What Marketing Do Your Customers Deserve?

Over the years, I’ve done a ton of consulting work. Advising and working with businesses of all sizes across all industries. Even today, I continue to do free strategy sessions every week with business owners. Giving them more clarity and helpful advice to improve marketing.
Everyone understands the importance of marketing. It fills your pipeline, it fills your cash register, and it fills your wallet.
What 99.9% of businesses don’t understand is the role marketing plays in the life of their customer. The reason for this is simple.
Marketing is considered an internal activity, just like accounting. You don’t charge clients when you create a P&L statement, or when you file your own taxes. That’s how marketing is treated, you do it internally for your business.

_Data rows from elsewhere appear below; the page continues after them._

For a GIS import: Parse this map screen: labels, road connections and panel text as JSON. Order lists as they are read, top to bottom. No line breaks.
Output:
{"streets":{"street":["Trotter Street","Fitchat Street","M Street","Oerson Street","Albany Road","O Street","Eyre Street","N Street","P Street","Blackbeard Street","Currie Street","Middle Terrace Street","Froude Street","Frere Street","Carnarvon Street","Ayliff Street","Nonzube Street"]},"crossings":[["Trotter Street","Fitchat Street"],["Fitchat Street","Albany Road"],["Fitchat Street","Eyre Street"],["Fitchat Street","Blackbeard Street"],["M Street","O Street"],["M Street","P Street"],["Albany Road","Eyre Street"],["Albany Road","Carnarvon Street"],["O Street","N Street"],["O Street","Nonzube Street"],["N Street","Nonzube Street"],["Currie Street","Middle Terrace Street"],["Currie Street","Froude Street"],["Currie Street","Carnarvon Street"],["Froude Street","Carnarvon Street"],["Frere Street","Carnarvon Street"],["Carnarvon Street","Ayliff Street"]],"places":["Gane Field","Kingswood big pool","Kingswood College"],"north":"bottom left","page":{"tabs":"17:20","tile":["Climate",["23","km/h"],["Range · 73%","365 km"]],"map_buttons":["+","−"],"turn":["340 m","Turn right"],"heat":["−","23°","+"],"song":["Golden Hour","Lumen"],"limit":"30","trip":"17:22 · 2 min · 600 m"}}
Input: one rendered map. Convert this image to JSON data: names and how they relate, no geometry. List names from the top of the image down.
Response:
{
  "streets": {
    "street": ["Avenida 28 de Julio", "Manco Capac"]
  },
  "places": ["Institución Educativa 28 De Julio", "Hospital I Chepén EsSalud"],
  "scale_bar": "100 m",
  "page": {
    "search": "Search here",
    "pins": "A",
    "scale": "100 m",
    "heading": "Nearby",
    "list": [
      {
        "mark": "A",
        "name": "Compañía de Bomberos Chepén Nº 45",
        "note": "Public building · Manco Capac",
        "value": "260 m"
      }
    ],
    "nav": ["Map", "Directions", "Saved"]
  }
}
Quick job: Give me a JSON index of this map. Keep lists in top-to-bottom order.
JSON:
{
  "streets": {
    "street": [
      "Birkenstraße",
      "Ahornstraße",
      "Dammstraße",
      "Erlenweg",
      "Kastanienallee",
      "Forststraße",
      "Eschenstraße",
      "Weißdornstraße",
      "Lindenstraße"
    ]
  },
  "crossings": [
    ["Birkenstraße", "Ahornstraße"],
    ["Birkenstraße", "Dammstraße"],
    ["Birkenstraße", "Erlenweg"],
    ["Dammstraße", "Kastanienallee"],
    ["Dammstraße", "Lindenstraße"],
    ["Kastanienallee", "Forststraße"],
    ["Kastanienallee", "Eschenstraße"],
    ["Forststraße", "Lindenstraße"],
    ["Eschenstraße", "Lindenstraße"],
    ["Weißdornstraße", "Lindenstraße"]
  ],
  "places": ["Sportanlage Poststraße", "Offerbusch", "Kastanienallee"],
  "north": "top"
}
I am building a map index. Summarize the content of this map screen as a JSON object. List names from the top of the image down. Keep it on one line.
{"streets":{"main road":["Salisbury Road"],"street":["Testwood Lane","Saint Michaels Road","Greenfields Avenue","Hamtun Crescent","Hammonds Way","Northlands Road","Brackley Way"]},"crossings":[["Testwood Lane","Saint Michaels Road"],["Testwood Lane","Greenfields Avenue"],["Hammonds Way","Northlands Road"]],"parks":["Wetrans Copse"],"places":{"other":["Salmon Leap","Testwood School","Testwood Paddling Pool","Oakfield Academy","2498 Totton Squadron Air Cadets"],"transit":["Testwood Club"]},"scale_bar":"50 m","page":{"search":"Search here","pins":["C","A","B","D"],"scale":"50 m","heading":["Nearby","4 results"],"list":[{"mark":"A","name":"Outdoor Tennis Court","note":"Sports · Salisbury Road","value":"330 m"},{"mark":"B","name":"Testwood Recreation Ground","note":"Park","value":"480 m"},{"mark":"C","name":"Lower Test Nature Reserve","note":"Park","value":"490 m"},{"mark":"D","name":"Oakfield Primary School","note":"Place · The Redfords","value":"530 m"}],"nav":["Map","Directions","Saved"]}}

That’s the problem. You don’t do it for your business.
You’re not doing marketing for your business, you’re doing marketing TO your customers.
You must re-frame how you view marketing from an internal activity to an external service customer’s experience.
What does that actually mean?
Marketing Is a Service
Just like “car wash,” “deep tissue massage,” “tax preparation,” or “help desk software.” Even if you sell products, you still offer marketing as a service to your customers.
Customer experience does not begin at the moment of a sale, or at the moment of window shopping. Customer experience begins at the moment your brand becomes part of the conversation.
If you’re not familiar with customer experience (Wikipedia):
Customer experience (CX) is the product of an interaction between an organization and a customer over the duration of their relationship. This interaction includes a customer’s attraction, awareness, discovery, cultivation, advocacy and purchase and use of a service.
It encompasses the entire journey, for as long as they or you are alive.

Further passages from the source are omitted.